What you should do
The answer must be an exact copy of the lines from the top of the listing below through the line with "width:11px; height:11px; translate:-50%", with no pictures.

····················

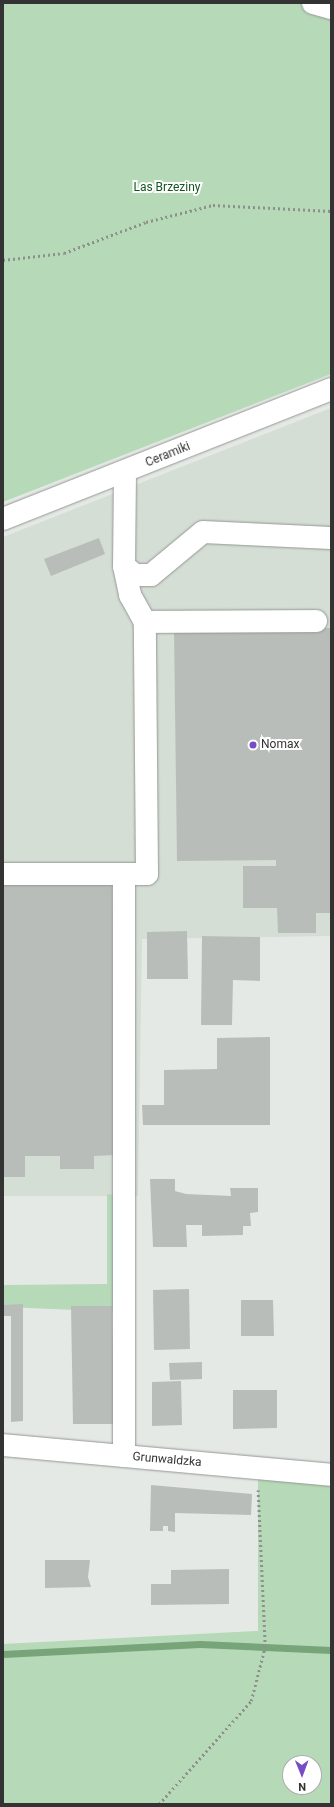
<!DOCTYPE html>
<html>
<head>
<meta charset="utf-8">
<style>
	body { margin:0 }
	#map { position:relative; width:334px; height:1807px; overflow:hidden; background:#e5e9e5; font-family:Roboto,sans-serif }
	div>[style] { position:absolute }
	.built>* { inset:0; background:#d4ded4 }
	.green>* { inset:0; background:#b6d9b7 }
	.stream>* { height:7px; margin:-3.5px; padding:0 3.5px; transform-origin:3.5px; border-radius:3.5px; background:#78a47a }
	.building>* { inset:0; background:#b9bdb9 }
	.path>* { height:2.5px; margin-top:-1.25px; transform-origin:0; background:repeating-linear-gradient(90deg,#8d908d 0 2px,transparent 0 5px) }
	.roads { filter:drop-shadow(0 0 1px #949794) drop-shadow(0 0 1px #949794) }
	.minor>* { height:22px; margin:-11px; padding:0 11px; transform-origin:11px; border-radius:11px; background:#fff }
	.dots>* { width:11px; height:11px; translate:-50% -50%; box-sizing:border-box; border:2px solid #fff; border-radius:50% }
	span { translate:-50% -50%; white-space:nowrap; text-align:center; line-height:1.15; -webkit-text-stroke:4px #fff; paint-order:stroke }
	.park-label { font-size:12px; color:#12541e }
	.street-label { font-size:12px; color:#323332 }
	.poi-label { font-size:12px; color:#323332 }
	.left { translate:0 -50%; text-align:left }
	.frame { position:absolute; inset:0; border:4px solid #323332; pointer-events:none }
	.north { position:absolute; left:282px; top:1755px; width:40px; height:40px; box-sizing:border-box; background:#fff; border:1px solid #adadad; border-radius:50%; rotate:179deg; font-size:11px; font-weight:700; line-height:16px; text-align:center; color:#323332 }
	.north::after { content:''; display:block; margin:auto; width:14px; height:18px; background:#774dc5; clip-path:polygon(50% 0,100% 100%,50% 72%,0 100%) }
</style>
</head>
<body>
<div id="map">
	<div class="built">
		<i style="clip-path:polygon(331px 408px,331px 936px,142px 939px,138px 1196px,3px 1196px,3px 537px)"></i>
	</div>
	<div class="green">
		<i style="clip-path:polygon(3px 3px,331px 3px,331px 374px,3px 502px)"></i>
		<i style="clip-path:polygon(107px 1194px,125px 1197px,125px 1312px,4px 1307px,3px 1454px,3px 1285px,107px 1284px)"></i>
		<i style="clip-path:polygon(evenodd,258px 1468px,331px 1475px,331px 1804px,3px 1804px,3px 1644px,258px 1631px,258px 1468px,290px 1763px,314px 1763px,314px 1787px,290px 1787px,290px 1763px)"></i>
	</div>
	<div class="stream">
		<i style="left:3px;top:1654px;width:197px;rotate:-2.9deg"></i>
		<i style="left:200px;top:1644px;width:131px;rotate:2.6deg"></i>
	</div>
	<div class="building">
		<i style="clip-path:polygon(99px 538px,105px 554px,51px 576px,44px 559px)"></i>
		<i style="clip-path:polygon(331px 628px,331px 913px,316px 913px,316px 933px,278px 933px,277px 908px,243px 908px,243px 866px,276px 866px,276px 860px,177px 861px,174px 630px)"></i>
		<i style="clip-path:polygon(3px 883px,112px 883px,114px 1155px,94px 1156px,94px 1169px,60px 1169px,60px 1156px,25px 1156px,25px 1177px,3px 1177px)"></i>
		<i style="clip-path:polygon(187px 931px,188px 979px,147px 979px,147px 932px)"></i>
		<i style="clip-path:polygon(202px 936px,260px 937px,260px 981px,233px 980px,232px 1025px,201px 1025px)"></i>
		<i style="clip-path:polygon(270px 1037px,270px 1125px,143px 1125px,142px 1105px,164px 1105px,164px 1070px,217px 1069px,217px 1038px)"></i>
		<i style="clip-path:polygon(150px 1179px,175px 1179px,175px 1191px,186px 1194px,231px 1196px,230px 1188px,258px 1188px,258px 1212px,250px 1213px,251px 1226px,243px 1226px,243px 1235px,202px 1236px,202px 1225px,186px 1225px,187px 1247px,153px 1247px)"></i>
		<i style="clip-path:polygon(189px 1289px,190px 1349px,154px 1350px,153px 1290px)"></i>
		<i style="clip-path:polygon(241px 1300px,273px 1300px,274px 1336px,241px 1336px)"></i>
		<i style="clip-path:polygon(23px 1304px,23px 1421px,11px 1422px,11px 1316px,4px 1316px,4px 1305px)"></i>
		<i style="clip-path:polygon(71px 1306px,112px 1306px,114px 1424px,73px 1424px)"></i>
		<i style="clip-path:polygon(202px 1362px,202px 1379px,170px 1380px,169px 1363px)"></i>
		<i style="clip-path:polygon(181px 1381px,182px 1425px,152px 1426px,152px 1382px)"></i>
		<i style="clip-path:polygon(233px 1390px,277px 1390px,277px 1428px,233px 1429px)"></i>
		<i style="clip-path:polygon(151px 1485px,252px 1494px,251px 1515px,175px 1513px,175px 1532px,168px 1531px,168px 1526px,163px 1526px,163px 1531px,150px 1531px)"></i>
		<i style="clip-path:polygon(45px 1560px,90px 1560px,88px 1577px,91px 1587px,45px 1588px)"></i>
		<i style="clip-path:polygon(229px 1569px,229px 1604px,151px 1605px,151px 1584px,171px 1584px,171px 1570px)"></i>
	</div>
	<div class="path">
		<i style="left:3px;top:260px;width:61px;rotate:-6.5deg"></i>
		<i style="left:64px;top:253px;width:88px;rotate:-20.7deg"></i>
		<i style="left:146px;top:222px;width:69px;rotate:-14.2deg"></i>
		<i style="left:213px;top:205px;width:118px;rotate:2.9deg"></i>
		<i style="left:159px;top:1804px;width:138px;rotate:-48.2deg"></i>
		<i style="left:251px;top:1701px;width:56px;rotate:-75.5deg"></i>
		<i style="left:265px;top:1647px;width:157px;rotate:-92.6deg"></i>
	</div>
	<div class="roads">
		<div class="minor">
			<i style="left:313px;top:3px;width:19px;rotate:16deg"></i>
			<i style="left:125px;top:473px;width:93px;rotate:90.6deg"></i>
			<i style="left:124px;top:566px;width:30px;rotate:78deg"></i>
			<i style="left:130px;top:595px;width:31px;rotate:61deg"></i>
			<i style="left:3px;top:519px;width:353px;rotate:-21.6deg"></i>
			<i style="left:124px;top:566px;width:14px;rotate:39deg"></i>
			<i style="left:135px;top:575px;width:16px"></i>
			<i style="left:151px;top:575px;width:67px;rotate:-39.6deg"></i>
			<i style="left:203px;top:532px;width:128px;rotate:2.7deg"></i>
			<i style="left:3px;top:874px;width:144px"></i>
			<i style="left:147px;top:874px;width:252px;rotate:-90.5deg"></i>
			<i style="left:145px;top:622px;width:171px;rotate:-0.3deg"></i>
			<i style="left:3px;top:1445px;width:329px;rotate:5.2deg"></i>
			<i style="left:124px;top:1456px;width:582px;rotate:-90deg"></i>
		</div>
	</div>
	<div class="dots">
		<i style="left:253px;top:745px;background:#774dc5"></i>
	</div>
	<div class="park-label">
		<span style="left:167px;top:188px">Las Brzeziny</span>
	</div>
	<div class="street-label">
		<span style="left:168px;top:455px;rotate:-22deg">Ceramiki</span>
		<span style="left:167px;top:1460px;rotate:5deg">Grunwaldzka</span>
	</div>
	<div class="poi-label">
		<span class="left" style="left:261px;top:745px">Nomax</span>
	</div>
	<div class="frame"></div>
	<div class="north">N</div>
</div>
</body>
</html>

····················

Response below
<!DOCTYPE html>
<html>
<head>
<meta charset="utf-8">
<style>
	body { margin:0 }
	#map { position:relative; width:334px; height:1807px; overflow:hidden; background:#e5e9e5; font-family:Roboto,sans-serif }
	div>[style] { position:absolute }
	.built>* { inset:0; background:#d4ded4 }
	.green>* { inset:0; background:#b6d9b7 }
	.stream>* { height:7px; margin:-3.5px; padding:0 3.5px; transform-origin:3.5px; border-radius:3.5px; background:#78a47a }
	.building>* { inset:0; background:#b9bdb9 }
	.path>* { height:2.5px; margin-top:-1.25px; transform-origin:0; background:repeating-linear-gradient(90deg,#8d908d 0 2px,transparent 0 5px) }
	.roads { filter:drop-shadow(0 0 1px #949794) drop-shadow(0 0 1px #949794) }
	.minor>* { height:22px; margin:-11px; padding:0 11px; transform-origin:11px; border-radius:11px; background:#fff }
	.dots>* { width:11px; height:11px; translate:-50% -50%; box-sizing:border-box; border:2px solid #fff; border-radius:50% }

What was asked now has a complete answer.